On the topside, initial resistance is located at the 200-day SMA at $4,436.56, with the channel’s upper boundary near $4,555.49 acting as a stronger cap while the broader downtrend persists. On the downside, the lower band of the descending channel around $4,242.07 offers initial support, and a clear break beneath this floor would open the door to a deeper corrective leg within the prevailing bearish structure.

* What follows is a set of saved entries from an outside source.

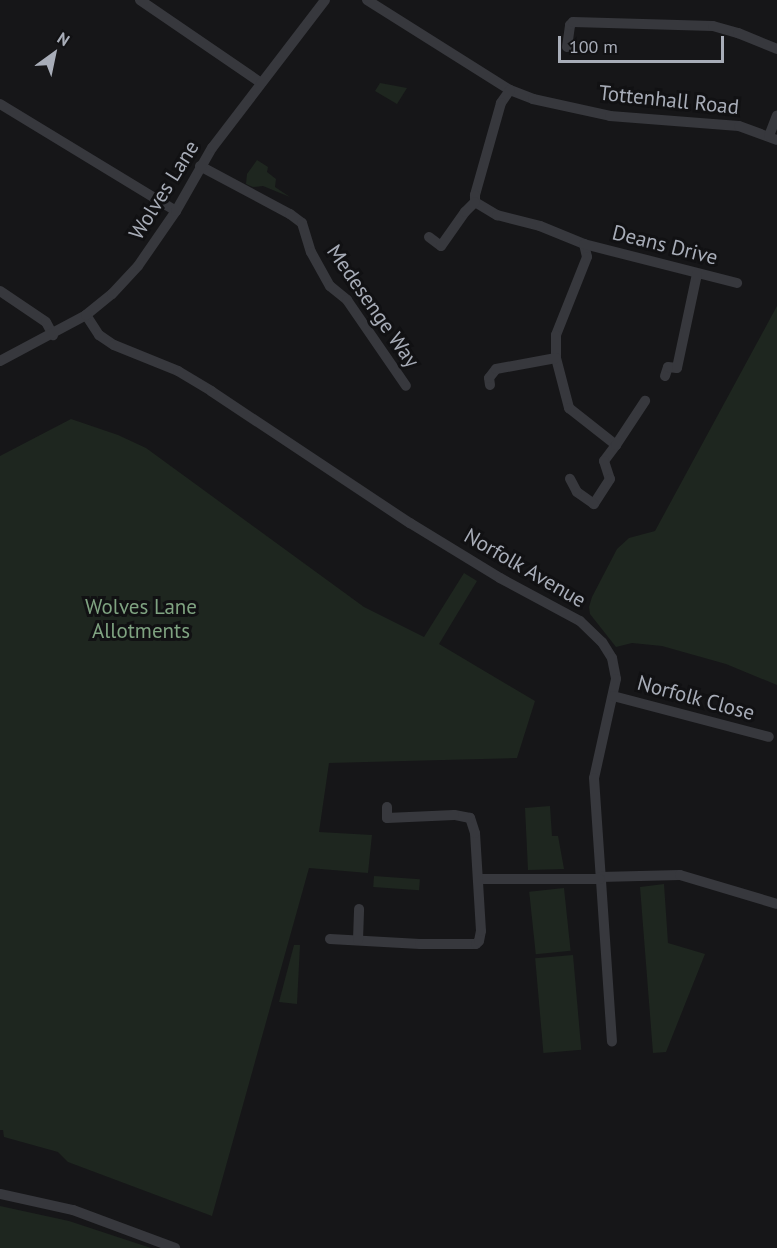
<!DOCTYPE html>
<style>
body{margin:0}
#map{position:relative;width:777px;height:1248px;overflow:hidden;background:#161618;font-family:"PT Sans",sans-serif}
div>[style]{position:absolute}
.green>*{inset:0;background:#1e261f;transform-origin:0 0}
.minor>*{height:10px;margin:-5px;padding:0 5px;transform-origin:5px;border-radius:5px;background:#37383d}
span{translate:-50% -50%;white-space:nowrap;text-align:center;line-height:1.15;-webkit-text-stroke:6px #111113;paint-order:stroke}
.street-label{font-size:21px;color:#a8adb8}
.park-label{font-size:21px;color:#7fa381}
.north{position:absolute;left:24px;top:24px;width:60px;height:60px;-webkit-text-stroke:4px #111113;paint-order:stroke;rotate:33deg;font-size:16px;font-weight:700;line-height:24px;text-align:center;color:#a8adb8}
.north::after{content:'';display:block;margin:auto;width:21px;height:27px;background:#a8adb8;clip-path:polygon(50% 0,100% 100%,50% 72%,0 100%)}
.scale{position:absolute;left:558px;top:36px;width:166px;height:27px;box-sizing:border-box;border:3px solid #a8adb8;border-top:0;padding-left:8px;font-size:18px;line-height:21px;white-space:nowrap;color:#a8adb8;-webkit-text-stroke:4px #111113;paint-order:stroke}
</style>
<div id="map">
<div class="green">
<div style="clip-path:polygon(380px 83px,407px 88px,397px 104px,375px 91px)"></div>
<div style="clip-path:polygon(257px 160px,268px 167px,267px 172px,276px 179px,275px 187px,290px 197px,263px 186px,253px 187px,246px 184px,247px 174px)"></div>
<div style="clip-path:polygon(777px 306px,777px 685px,726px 664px,662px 646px,632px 643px,616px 647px,590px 614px,589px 607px,592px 597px,617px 549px,629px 538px,655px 531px)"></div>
<div style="clip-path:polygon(71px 419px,118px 435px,146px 448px,364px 607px,424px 637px,464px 573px,477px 581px,439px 644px,535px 701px,517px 758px,329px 763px,319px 832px,372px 835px,368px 873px,309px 868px,212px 1216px,68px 1162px,58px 1152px,4px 1137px,3px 1130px,0 1130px,0 456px)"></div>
<div style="clip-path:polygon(550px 806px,552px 836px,558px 836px,564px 869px,528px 870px,525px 808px)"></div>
<div style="left:374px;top:876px;width:46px;height:11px;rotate:4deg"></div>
<div style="clip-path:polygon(664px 884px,668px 943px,705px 954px,666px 1052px,653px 1053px,640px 887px)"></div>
<div style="left:564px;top:888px;width:63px;height:35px;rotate:84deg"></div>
<div style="clip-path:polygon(294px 945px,300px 945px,297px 1004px,279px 1002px)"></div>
<div style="left:573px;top:955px;width:95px;height:38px;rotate:85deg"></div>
<div style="clip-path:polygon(0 1206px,69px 1221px,151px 1248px,0 1248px)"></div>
</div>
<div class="minor">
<div style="left:140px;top:0;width:147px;rotate:34.4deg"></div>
<div style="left:367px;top:0;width:169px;rotate:32.2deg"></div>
<div style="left:510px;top:90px;width:25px;rotate:21deg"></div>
<div style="left:533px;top:99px;width:79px;rotate:12.4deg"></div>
<div style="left:610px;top:116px;width:129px;rotate:4.4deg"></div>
<div style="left:739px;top:126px;width:40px;rotate:20.2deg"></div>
<div style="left:567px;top:47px;width:22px;rotate:-82deg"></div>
<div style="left:570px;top:25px;width:4px;rotate:-45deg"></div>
<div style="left:573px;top:22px;width:140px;rotate:1.6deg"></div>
<div style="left:713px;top:26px;width:26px;rotate:16deg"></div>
<div style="left:738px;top:33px;width:42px;rotate:22.3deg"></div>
<div style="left:510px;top:90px;width:16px;rotate:125deg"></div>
<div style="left:501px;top:103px;width:96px;rotate:105.8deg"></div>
<div style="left:475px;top:195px;width:7px;rotate:90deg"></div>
<div style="left:475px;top:202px;width:26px;rotate:31deg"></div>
<div style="left:497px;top:215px;width:44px;rotate:14.3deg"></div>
<div style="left:540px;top:226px;width:48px;rotate:22.2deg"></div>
<div style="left:584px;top:244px;width:13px;rotate:77deg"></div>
<div style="left:587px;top:257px;width:84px;rotate:111.7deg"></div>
<div style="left:556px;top:335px;width:23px;rotate:90deg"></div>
<div style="left:556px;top:358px;width:52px;rotate:75.4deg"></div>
<div style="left:569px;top:408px;width:60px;rotate:38.2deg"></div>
<div style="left:616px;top:445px;width:20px;rotate:127deg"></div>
<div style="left:604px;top:461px;width:19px;rotate:72deg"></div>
<div style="left:610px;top:479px;width:30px;rotate:123deg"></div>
<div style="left:594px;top:504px;width:21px;rotate:-145deg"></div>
<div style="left:577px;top:492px;width:15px;rotate:-118deg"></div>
<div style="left:0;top:104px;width:206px;rotate:31.3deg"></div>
<div style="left:769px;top:136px;width:22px;rotate:-69deg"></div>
<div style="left:200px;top:166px;width:102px;rotate:28.1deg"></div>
<div style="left:290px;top:214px;width:15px;rotate:37deg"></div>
<div style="left:302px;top:223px;width:30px;rotate:73deg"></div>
<div style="left:311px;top:252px;width:39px;rotate:61deg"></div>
<div style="left:330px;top:286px;width:22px;rotate:39deg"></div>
<div style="left:347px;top:300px;width:104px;rotate:55.5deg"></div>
<div style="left:429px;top:237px;width:15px;rotate:37deg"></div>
<div style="left:441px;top:246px;width:42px;rotate:-54.8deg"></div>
<div style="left:465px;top:212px;width:14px;rotate:-45deg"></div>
<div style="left:584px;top:244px;width:158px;rotate:14.3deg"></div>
<div style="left:0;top:291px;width:55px;rotate:34deg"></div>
<div style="left:46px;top:322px;width:15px;rotate:62deg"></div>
<div style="left:86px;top:315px;width:24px;rotate:57deg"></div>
<div style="left:99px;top:335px;width:18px;rotate:34deg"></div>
<div style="left:114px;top:345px;width:69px;rotate:22.1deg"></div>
<div style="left:178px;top:371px;width:39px;rotate:31deg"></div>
<div style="left:211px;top:391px;width:239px;rotate:33.6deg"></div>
<div style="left:410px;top:523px;width:105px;rotate:31.4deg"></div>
<div style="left:500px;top:578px;width:91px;rotate:28.3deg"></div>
<div style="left:580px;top:621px;width:30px;rotate:44deg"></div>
<div style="left:602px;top:642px;width:19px;rotate:58deg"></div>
<div style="left:612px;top:658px;width:21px;rotate:79deg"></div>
<div style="left:616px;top:679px;width:101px;rotate:102.5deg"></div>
<div style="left:594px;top:778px;width:264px;rotate:86.1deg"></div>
<div style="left:0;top:361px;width:98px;rotate:-28.1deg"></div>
<div style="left:86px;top:315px;width:33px;rotate:-39deg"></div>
<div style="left:112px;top:294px;width:38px;rotate:-47deg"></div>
<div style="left:138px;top:266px;width:67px;rotate:-55.4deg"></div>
<div style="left:176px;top:211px;width:73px;rotate:-60.3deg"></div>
<div style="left:212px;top:148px;width:186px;rotate:-52.6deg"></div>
<div style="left:665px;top:376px;width:9px;rotate:-72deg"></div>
<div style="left:668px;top:367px;width:9px;rotate:6deg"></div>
<div style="left:677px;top:368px;width:96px;rotate:-78deg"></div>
<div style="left:490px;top:385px;width:7px;rotate:-98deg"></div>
<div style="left:489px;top:378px;width:11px;rotate:-52deg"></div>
<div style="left:496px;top:369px;width:61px;rotate:-10.4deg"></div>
<div style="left:616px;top:445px;width:53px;rotate:-56.6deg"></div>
<div style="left:613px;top:696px;width:161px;rotate:14.7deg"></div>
<div style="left:600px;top:877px;width:80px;rotate:-1.4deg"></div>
<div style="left:680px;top:875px;width:101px;rotate:16.6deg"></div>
<div style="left:479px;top:879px;width:121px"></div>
<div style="left:330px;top:939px;width:90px;rotate:3.2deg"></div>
<div style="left:420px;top:944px;width:56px"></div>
<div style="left:476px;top:944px;width:4px;rotate:-45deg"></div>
<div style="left:479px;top:941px;width:10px;rotate:-79deg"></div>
<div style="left:481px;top:931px;width:98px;rotate:-93.5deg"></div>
<div style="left:475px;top:833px;width:16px;rotate:-108deg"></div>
<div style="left:470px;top:818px;width:16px;rotate:-169deg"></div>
<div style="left:454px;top:815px;width:67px;rotate:177.4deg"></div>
<div style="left:387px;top:818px;width:11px;rotate:-90deg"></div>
<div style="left:358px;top:940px;width:31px;rotate:-88deg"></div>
<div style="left:0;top:1194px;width:75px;rotate:12.4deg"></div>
<div style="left:73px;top:1210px;width:109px;rotate:20.4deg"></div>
</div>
<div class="street-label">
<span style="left:669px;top:100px;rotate:6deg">Tottenhall Road</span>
<span style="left:164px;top:190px;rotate:-58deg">Wolves Lane</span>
<span style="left:665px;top:245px;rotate:14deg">Deans Drive</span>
<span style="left:373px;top:306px;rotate:55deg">Medesenge Way</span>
<span style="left:525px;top:568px;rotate:30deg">Norfolk Avenue</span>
<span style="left:696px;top:698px;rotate:15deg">Norfolk Close</span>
</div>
<div class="park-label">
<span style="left:141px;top:619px">Wolves Lane<br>Allotments</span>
</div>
<div class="north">N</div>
<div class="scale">100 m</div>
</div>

(The technical analysis of this story was written with the help of an AI tool.)
Gold FAQs
Gold has played a key role in human’s history as it has been widely used as a store of value and medium of exchange. Currently, apart from its shine and usage for jewelry, the precious metal is widely seen as a safe-haven asset, meaning that it is considered a good investment during turbulent times. Gold is also widely seen as a hedge against inflation and against depreciating currencies as it doesn’t rely on any specific issuer or government.
Central banks are the biggest Gold holders. In their aim to support their currencies in turbulent times, central banks tend to diversify their reserves and buy Gold to improve the perceived strength of the economy and the currency. High Gold reserves can be a source of trust for a country’s solvency. Central banks added 1,136 tonnes of Gold worth around $70 billion to their reserves in 2022, according to data from the World Gold Council. This is the highest yearly purchase since records began. Central banks from emerging economies such as China, India and Turkey are quickly increasing their Gold reserves.
Gold has an inverse correlation with the US Dollar and US Treasuries, which are both major reserve and safe-haven assets. When the Dollar depreciates, Gold tends to rise, enabling investors and central banks to diversify their assets in turbulent times. Gold is also inversely correlated with risk assets. A rally in the stock market tends to weaken Gold price, while sell-offs in riskier markets tend to favor the precious metal.
The price can move due to a wide range of factors. Geopolitical instability or fears of a deep recession can quickly make Gold price escalate due to its safe-haven status. As a yield-less asset, Gold tends to rise with lower interest rates, while higher cost of money usually weighs down on the yellow metal. Still, most moves depend on how the US Dollar (USD) behaves as the asset is priced in dollars (XAU/USD). A strong Dollar tends to keep the price of Gold controlled, whereas a weaker Dollar is likely to push Gold prices up.